- April 4, 2018
- Posted by: Zina Smith
- Category: CT Blog
Dawn Matthews, Senior HR & Recruitment Consultant, outlines considerations for successful recruitment.
Recruitment! One word, three syllables. Who would have thought this single word could incite so many emotions? Depending on how you look at it, this word could fill you with excitement, fear, happiness, irritation, enthusiasm, exasperation – the list is endless. Somebody has left your organisation, or due to growth you need to recruit new staff – what is your initial reaction?
Excitement: because you have an opportunity to choose who’s going to join your team, fresh ideas, innovation? Frustration: because you have to go through a rigorous process to find a suitable candidate to fill a vacancy, and your day job doesn’t stop? Perhaps you feel a combination of emotions. Happy: because the organisation is growing, or your team member has secured a promotion. Sad: because that’s another task to add to your list, and a valued member of your team is leaving.
No matter how recruitment makes you feel, it is an inevitable process in every organisation, regardless of size, location, culture or industry. Ultimately you want to employ someone who has relevant skills and experience, is personable and fits in with your organisation’s culture.
Here are some considerations for your recruitment process:
Where do you look for candidates?
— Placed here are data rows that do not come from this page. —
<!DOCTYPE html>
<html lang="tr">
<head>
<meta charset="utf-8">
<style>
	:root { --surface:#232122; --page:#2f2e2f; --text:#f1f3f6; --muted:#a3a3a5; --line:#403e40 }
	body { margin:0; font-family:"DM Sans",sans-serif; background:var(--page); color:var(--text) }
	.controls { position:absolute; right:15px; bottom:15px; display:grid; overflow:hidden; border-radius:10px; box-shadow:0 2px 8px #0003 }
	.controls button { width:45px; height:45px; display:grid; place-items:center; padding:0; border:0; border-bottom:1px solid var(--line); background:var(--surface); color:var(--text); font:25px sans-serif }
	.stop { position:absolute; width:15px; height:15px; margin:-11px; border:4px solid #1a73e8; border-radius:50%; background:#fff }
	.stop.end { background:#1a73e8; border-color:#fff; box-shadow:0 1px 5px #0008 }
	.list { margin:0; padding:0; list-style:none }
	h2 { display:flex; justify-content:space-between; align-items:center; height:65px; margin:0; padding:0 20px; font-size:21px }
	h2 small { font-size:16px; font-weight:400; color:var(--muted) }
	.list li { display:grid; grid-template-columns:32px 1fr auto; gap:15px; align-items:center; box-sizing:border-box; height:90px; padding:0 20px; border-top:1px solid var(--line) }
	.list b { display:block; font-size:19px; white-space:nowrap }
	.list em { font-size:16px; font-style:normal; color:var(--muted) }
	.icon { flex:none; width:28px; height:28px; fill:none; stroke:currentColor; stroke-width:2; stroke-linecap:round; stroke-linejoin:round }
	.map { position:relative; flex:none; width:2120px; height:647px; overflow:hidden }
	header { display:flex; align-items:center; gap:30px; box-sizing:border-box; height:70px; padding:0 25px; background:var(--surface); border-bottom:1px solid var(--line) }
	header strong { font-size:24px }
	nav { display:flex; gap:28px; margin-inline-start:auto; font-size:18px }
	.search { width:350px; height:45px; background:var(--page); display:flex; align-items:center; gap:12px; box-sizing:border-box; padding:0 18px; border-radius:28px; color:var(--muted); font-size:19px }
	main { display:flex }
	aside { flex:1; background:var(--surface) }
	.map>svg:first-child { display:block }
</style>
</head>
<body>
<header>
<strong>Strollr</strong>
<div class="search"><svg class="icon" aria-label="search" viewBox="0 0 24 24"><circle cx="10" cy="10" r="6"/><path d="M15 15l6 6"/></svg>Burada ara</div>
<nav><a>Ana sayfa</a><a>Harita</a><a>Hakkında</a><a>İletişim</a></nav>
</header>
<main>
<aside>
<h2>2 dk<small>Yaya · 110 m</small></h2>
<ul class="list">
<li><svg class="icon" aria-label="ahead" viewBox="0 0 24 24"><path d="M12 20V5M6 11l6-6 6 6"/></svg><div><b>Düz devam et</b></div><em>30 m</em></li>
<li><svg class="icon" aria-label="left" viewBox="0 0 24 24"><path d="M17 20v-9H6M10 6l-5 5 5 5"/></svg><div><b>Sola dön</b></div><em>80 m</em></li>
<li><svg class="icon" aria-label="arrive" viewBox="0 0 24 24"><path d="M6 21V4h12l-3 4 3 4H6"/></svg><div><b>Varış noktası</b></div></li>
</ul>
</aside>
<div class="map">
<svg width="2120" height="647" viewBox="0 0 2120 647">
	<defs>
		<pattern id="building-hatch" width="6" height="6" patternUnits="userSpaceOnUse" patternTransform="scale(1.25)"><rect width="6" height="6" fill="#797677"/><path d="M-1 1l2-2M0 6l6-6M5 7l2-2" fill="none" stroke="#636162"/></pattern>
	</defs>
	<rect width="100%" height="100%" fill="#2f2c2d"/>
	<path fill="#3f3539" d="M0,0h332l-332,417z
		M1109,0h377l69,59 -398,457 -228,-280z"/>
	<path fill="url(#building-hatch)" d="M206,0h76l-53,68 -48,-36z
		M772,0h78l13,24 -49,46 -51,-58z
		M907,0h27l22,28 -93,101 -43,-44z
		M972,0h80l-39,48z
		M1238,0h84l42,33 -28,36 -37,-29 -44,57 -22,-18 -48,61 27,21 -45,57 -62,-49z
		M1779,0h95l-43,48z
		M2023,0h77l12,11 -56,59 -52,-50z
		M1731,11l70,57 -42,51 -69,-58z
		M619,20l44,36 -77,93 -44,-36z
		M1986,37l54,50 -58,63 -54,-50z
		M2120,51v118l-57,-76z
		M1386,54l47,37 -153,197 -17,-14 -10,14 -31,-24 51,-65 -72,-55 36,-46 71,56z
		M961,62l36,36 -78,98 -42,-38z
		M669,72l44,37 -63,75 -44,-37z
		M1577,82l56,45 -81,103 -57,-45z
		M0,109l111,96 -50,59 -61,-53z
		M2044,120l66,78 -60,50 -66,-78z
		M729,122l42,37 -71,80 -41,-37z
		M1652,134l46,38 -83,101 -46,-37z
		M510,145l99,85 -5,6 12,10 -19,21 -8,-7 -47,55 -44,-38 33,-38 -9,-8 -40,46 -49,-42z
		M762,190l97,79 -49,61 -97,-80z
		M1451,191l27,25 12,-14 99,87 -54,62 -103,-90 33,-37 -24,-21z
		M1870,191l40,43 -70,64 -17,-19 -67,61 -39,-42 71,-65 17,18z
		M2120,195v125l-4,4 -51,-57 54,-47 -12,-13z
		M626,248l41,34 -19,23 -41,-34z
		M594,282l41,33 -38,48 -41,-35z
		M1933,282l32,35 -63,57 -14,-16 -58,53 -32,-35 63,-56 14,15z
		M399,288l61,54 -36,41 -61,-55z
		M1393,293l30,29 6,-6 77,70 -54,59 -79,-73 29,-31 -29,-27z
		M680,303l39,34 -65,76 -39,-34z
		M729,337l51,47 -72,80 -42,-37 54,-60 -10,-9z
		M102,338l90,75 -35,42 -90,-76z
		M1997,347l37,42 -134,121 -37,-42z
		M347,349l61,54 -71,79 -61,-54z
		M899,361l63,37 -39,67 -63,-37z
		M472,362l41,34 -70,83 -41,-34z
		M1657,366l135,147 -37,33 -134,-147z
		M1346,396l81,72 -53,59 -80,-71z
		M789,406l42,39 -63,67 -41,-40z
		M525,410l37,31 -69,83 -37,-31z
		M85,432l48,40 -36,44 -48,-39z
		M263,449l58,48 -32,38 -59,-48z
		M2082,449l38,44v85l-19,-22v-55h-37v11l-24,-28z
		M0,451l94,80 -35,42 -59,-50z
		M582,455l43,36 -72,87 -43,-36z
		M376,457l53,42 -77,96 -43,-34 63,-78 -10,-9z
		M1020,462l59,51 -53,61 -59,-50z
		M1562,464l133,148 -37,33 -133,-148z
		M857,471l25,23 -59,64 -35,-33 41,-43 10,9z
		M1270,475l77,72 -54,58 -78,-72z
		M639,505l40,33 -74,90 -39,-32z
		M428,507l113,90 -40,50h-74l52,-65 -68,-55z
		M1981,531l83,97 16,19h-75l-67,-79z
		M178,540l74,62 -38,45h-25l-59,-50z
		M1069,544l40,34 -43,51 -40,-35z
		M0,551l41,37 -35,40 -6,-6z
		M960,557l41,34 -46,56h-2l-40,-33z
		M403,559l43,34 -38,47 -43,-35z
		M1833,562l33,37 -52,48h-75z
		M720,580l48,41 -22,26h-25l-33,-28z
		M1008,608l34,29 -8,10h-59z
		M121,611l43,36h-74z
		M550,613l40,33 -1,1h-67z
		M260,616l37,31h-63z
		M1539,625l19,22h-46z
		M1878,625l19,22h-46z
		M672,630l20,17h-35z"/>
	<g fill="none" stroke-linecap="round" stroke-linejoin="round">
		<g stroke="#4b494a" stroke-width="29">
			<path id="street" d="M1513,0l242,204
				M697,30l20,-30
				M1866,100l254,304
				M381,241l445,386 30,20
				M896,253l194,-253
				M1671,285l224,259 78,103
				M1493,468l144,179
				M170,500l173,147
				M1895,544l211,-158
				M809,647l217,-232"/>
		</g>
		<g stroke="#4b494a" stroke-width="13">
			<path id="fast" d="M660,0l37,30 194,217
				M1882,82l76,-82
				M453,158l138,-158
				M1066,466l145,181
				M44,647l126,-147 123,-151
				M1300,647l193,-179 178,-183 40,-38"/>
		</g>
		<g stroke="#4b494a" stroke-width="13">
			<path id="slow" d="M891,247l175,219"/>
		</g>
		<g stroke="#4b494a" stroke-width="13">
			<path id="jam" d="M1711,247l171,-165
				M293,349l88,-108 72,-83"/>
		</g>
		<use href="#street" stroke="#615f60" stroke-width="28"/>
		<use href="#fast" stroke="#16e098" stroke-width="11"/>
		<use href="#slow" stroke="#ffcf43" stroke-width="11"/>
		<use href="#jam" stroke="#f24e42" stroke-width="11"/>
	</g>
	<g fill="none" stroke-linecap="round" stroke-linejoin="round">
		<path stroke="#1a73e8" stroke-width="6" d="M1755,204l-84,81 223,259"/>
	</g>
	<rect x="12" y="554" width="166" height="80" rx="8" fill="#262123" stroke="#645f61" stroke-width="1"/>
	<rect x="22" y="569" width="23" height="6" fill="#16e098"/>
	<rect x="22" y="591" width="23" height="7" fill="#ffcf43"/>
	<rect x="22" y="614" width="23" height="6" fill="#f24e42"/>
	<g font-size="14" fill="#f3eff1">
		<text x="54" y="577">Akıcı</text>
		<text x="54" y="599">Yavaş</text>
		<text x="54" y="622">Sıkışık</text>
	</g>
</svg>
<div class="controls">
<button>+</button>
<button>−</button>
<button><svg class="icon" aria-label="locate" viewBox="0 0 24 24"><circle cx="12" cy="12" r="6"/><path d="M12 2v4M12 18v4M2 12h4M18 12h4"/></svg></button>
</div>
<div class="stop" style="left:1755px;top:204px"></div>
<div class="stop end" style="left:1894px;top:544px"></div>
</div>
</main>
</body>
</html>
Online media such as LinkedIn, Twitter, job sites or your organisation’s website? Traditional methods such as a half-page advert in a national newspaper, with an editorial giving some insight into your organisation’s aims and ethos? A print advert in the relevant trade journal? There are a range of choices, all of which can be suitable depending on the
role – one size does not fit all. If you are recruiting to an executive-level post, you may wish to commission a consultancy to manage the process with you. This includes designing an advertising strategy, recruitment pack, targeted headhunting, interviews and assessment centre. This means you’ll receive expert support and advice, as well as the opportunity to recruit to the role first time, especially as a suitable consultancy should be able to access candidates who are not necessarily active in the jobs market.
2.The ‘new’ world of work
Organisations are constantly seeking ways to work intelligently and more efficiently. This can include automating tasks, delivering services with fewer people and less financial resource, which in turn means shaping roles to meet business demands. Restructures can result in tasks being streamlined, organisational models becoming flatter, some posts being made redundant, and office space potentially decreasing – but there remains a need for recruitment.
Creativity needs to be applied when embarking on a recruitment process.
The reality is that people like flexibility. The majority would like to have a work-life balance and do not necessarily want to be stuck in a building from 9am-5pm every weekday. Your staff are
your biggest asset, so making roles appealing is important, both in terms of successful recruitment and retention. Therefore, it is worth asking the following questions before starting a recruitment campaign:
• Why would somebody choose to apply for a role at your organisation?
• What makes being an employee with you better than being an employee elsewhere?
• What do you want this person to do?
• What skills and experience are necessary?
• How are you going to reward their efforts?
The answers to these questions will help shape the advert and the recruitment pack.
Forward thinking organisations focus on measuring outcomes rather than attendance. So, where the role allows, ensure flexibility is a feature, for example by offering the chance to work remotely or flexible working hours. These benefits are not only enticing to millennials but older candidates too.
A happy workforce is a strong workforce, with increased retention and reduced staff turnover. If you get recruitment right from the outset, you’ll save a lot of time and money in the long run.